As General Montgomery signaled on June 25, 1944:

When the American attack went in west of St Lo at 1100 hours on 25 July, the main enemy armoured strength of six panzer and SS divisions was deployed on the eastern flank facing the British Army. This is a good dividend. The Americans are going well and I think things will now begin to move towards the plan outlined in M512.

Supreme Allied Commander Dwight Eisenhower affirmed Montgomery's overall strategy in a message of 10 July, urging stronger efforts:

I am familiar with your plan for generally holding firmly with your left, attracting thereto all of the enemy armour, while your right pushes down the Peninsula and threatens the rear and flank of the forces facing the Second British Army.. It appears to me that we must use all possible energy in a determined effort to prevent a stalemate or facing the necessity of fighting a major defensive battle with the slight depth we now have in the bridgehead... please be assured that I will produce everything that is humanly possible to assist you in any plan that promises to get us the elbow room we need. The air and everything else will be available."

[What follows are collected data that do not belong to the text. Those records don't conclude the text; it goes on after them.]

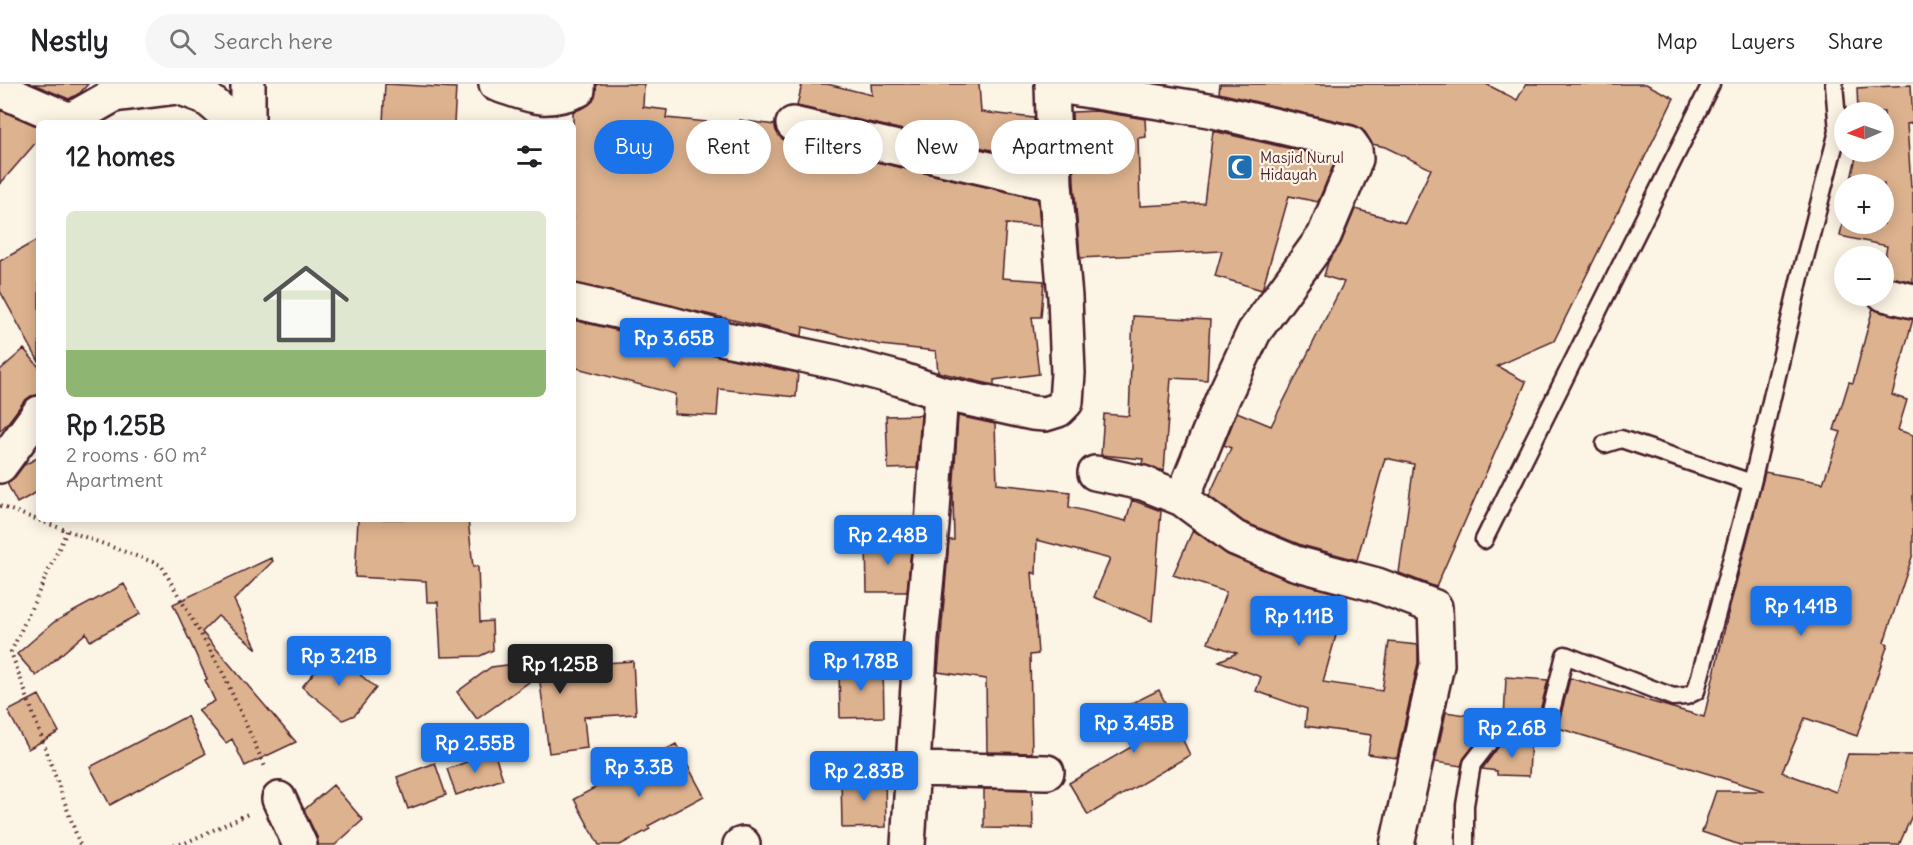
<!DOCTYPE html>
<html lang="en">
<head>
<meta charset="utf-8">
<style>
  :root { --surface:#fff; --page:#f6f6f6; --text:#202124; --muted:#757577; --line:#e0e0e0; --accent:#1a73e8 }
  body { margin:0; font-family:Delius,sans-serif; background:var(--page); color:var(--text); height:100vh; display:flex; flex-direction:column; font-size:22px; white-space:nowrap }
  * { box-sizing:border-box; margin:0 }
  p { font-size:20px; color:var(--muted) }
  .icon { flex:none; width:33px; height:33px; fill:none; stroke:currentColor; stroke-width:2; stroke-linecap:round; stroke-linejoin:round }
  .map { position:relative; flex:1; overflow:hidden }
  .side { position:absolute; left:36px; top:36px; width:540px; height:402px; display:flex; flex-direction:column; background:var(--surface); border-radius:9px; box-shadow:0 3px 15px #0003 }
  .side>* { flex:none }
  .top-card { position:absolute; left:594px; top:36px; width:570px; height:54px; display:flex; gap:12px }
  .needle { width:39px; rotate:268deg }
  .tools { position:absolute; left:1834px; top:18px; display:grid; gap:12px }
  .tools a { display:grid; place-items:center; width:60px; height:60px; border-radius:50%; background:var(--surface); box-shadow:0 3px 15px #0003; font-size:30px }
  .price { position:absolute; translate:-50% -51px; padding:0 14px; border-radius:6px; background:var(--accent); color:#fff; font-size:20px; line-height:39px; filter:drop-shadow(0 2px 3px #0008) }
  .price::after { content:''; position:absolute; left:50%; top:36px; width:18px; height:14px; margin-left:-9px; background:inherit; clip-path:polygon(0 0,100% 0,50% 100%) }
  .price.active { background:#222; color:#fff }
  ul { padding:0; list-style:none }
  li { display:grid; align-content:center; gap:12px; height:318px; padding:0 30px }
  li+li { border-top:2px solid var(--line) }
  li span { display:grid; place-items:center; height:186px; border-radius:9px; color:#555 }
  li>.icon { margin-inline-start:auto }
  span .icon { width:108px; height:108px; fill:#fffc; stroke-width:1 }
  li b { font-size:26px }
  h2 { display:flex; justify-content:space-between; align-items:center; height:72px; padding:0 30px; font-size:26px }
  .chip { padding:0 21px; border-radius:27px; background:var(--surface); box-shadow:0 3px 15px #0003; font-size:21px; line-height:54px }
  .chip.active { background:var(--accent); color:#fff }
  header { display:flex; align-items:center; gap:36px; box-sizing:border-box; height:84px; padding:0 30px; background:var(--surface); border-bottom:2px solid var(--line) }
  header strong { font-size:28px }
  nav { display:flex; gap:33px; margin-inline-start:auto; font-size:21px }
  .search { width:420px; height:54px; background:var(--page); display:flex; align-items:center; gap:15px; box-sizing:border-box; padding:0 21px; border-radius:33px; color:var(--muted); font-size:22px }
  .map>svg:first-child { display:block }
  .building { fill:#ddb28e; stroke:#4a1f2b; stroke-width:1.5 }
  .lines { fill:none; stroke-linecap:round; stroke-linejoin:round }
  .lane-casing { stroke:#4a1f2b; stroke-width:21 }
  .street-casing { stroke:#4a1f2b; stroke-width:38 }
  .path { stroke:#4a1f2b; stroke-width:4; stroke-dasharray:1.5 4.5; stroke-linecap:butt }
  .lane { stroke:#fcf5e5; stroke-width:16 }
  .street { stroke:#fcf5e5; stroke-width:33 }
  .labels { text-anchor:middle; stroke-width:4.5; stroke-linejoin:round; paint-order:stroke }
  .poi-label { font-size:15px; fill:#4a1f2b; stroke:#fcf5e5; text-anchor:start }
</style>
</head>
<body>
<header>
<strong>Nestly</strong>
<div class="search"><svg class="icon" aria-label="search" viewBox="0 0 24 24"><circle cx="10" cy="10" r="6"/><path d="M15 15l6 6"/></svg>Search here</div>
<nav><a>Map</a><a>Layers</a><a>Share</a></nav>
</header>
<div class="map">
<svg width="1913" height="761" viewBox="0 0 1913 761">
  <rect width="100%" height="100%" fill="#fcf5e5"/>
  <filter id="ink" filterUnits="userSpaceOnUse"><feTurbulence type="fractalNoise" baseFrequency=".0167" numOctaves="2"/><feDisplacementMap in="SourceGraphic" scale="12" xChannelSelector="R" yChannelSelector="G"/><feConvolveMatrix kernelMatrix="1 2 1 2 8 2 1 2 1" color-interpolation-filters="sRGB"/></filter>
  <g filter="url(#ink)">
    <!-- building -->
    <path class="building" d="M33,0h55l-8,9 -11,6z
      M385,0l71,4 -2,35h-71z
      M597,0h47l-1,23 24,3 -1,8 73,7 1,-5 35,5 5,12 9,5 249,57 2,27 -34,-2 -4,54 42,3 -3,36h-9l7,57 -45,6v5l-56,-13 -2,-21 -55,-6 -78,-18 -1,9 -229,-53v-171l12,-5 8,-6z
      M802,0h25l45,11 -1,-11h108l2,28 53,6 2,42 -239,-54z
      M1220,0h266l31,16 9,-16h120l28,14 -120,243 -57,25 29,16 -90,205 -37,-14 15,-109 -29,-6 -28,102 -56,-15 -57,-23 -35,-26 22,-48 -7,-3 13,-33 34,14 73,-144 -20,-6 4,-14 13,-19 14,-34 50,14 26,-54 -46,-22 -13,-3 -7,-12 -11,-7 -135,-32z
      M1911,1l2,38 -6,1 4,63h2v95l-29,-6v-14l3,-16 -47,-10 5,-27v15h39v-40h-34l7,-32h27v-40h-26l-1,-24z
      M0,26l39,17v12l-39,45z
      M1096,27l49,8 1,18 -8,1 2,68 64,-3 9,-72 123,28 -18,43 -29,-6 -27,94 -47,-14 7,-25 -142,7 -6,-75 -2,-71z
      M39,155v123l-39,-71v-30z
      M1873,224l7,4 33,7 -21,76 15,5 -9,30 15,5v119l-29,88 4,2 -31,92 -52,-18 -23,54 54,20 12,-38 65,1v58l-14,32h-159l-38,-13 14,-41h49l-210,-64 4,-5 11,-44 134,39 27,-115 34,-130 58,11 18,-51 -7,-2 15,-48 4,1z
      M1133,232l77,4 -3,60 -36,-2 -7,93 -22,-7 1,-5 -42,-4 3,-41 25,2z
      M573,236l90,21 59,16 76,16 -2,24 -77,-8 -2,27 -43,-2 1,-20 -102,-27z
      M24,265l15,18v28l-8,1 -7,5 -17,23 -7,7v-61z
      M921,331l-4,53 -29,1 -2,-53z
      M958,332l37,8 2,60 73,8 -1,15 57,14 6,-21 29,11 -9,110 -58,-24 16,-38 -73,-19 -1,34 -4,-2 6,82 -8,1 2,98 -45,-1 -1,-73 -48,-7 11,-132h5l-1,-44z
      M39,373v34l-22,12 -10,-20 8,-6 9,-12z
      M358,435h110l5,48 5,-1 2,56 12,-1 1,29 -13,6 -39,1 -3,-55h-11l-1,-21 -71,-4z
      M1193,446l35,25 60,25 59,16 -24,86 59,9 7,-49 29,3v18l-21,95 -29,-4 3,-19 -66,-9 2,-17 -51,-18 5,-14 -42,-16 18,-8 -29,-10 18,-51 -53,-17z
      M912,457l-5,51h-40l-1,-50z
      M271,474l2,3 -39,39 23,49 -39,-33 -16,16 94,110 -51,24 -13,-27 -6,4 -28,-33 17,-9 -10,-21 2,-1 -34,-75z
      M124,500l16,30 -50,27 -4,-8 -50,43 -19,-22 37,-32z
      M332,567l44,37 -21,27 -12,5 -41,-33z
      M576,572l1,9 56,-4 3,53 -52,3 3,31 -38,5 -10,-78 -62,44 -20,-27 34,-25z
      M883,583l1,50 -44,1 -1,-50z
      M1506,593l42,3 -8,31 -51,16 -25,31 -3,8 -26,-4 11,-50 58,9z
      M1159,606l31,65 -102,60 -19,-32 64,-37 -17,-35z
      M39,611l20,37 -31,17 -20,-38z
      M187,632l18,38 -95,51 -20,-38z
      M1531,652l-2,40 -32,-1v-4l-15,-2 17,-23z
      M676,660l28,52 -56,30 2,3 -30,16h-21l-25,-46z
      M494,668l9,27 -47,16 -9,-26z
      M435,679l11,32 -38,14 -11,-32z
      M885,692l1,51 -44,1 -1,-51z
      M333,701l30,35 -28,25h-17l-1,-8 -13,-27z
      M984,705l48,1 1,39 -49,-1z"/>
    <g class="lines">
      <defs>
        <path id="lane" d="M1605,360l16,-5 131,44
          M1484,456l227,-456
          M1465,761v-40l7,-41 21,-27 56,-18 16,-64 108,42 13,-1 10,-5 56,-208 48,-206 38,-146 -4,-47"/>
        <path id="street" d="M248,0v39
          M496,0c34,11 47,20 82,6v-6
          M1052,1l157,25 141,33 5,7 1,9 -32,77 -70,96 -31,66 -41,101 53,39 60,25 82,22 58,22 2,58 -40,180
          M0,6l67,29h5l42,-24 64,-8 27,10 31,26
          M793,40l262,60
          M1884,210l29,7
          M573,217l95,22 58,16 114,24 60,16 41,14 91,20 13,1 13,-4 8,-8 2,-29 -3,-76 -10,-113 -3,-100
          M0,382l39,-53
          M1095,389l48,10 39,16
          M915,685l132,3
          M279,715l21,46
          M740,761l3,-1
          M908,761l13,-207 11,-113 9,-132"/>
      </defs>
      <!-- lane casing -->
      <use href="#lane" class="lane-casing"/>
      <!-- street casing -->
      <use href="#street" class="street-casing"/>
      <!-- path -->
      <path class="path" d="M0,422l161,59 61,106 44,98
        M67,447l-56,121 69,193
        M174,761l11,-2 63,-29"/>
      <!-- lane -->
      <use href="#lane" class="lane"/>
      <!-- street -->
      <use href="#street" class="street"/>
    </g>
  </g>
  <!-- icons -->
  <defs>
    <symbol id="mosque-square" viewBox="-11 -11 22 22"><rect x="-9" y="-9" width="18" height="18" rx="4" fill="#1f6fb2" stroke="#fcf5e5"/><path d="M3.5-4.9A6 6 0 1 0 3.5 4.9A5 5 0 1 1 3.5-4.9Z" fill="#fff"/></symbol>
  </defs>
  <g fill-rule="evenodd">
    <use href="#mosque-square" x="1225" y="68" width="30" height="30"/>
  </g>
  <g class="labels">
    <!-- poi labels -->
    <g class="poi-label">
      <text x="1260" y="79">Masjid Nurul<tspan x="1260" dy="17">Hidayah</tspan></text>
    </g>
  </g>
</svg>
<div class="tools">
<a><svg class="needle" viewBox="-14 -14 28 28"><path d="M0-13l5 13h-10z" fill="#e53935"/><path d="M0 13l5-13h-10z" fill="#757577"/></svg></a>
<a>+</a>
<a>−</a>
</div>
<b class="price" style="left:674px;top:285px">Rp 3.65B</b>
<b class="price" style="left:888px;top:482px">Rp 2.48B</b>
<b class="price" style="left:1801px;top:553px">Rp 1.41B</b>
<b class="price" style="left:1299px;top:563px">Rp 1.11B</b>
<b class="price" style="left:339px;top:603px">Rp 3.21B</b>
<b class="price" style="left:861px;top:608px">Rp 1.78B</b>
<b class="price active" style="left:560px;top:611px">Rp 1.25B</b>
<b class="price" style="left:1134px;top:670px">Rp 3.45B</b>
<b class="price" style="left:1512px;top:675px">Rp 2.6B</b>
<b class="price" style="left:475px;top:690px">Rp 2.55B</b>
<b class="price" style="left:639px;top:714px">Rp 3.3B</b>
<b class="price" style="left:864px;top:718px">Rp 2.83B</b>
<div class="top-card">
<a class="chip active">Buy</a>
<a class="chip">Rent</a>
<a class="chip">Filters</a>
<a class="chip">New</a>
<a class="chip">Apartment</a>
</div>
<section class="side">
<h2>12 homes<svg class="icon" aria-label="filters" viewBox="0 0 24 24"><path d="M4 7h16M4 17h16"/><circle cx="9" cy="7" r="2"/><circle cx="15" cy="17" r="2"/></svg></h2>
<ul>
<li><span style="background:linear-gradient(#dfe7d0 75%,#8fb573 0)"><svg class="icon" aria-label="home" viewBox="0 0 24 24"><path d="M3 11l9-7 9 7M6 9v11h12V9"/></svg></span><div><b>Rp 1.25B</b><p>2 rooms · 60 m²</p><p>Apartment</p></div></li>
</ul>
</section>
</div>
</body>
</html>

Montgomery's overall "hammer and anvil" conception of the battle eventually resulted in success, but it took two months of bitter fighting in and around Caen.

==Post World War II==

===Communist Insurgency in South Korea===
In early 1950, prior to the North Korean People's Army's southward advance across the 38th parallel, the North frequently launched small offensives at the border and inserted thousands of guerillas infiltrators into the South as far as Jeju Island in hopes of achieving the overthrow of President Syngman Rhee and the imposition of a communist government. After a number of Republic of Korea Army (ROKA) counterinsurgency successes, the North Koreans waged a final attempt at inciting revolution by sending two battalion-sized units of guerillas under the commands of Kim Sang-ho and Ki Moo-hyon. The first unit was, over the course of several engagements with the ROKA 6th Division, destroyed with only one survivor. The second was also annihilated by a two-battalion hammer-and-anvil maneuver by units of the ROKA 6th Division. The KPA guerillas lost 584 (480 killed, 104 captured) and the ROKA troops reported 69 killed and 184 wounded. It would prove to be the last major effort of the communist north to annex the south until the invasion on 25 June 1950.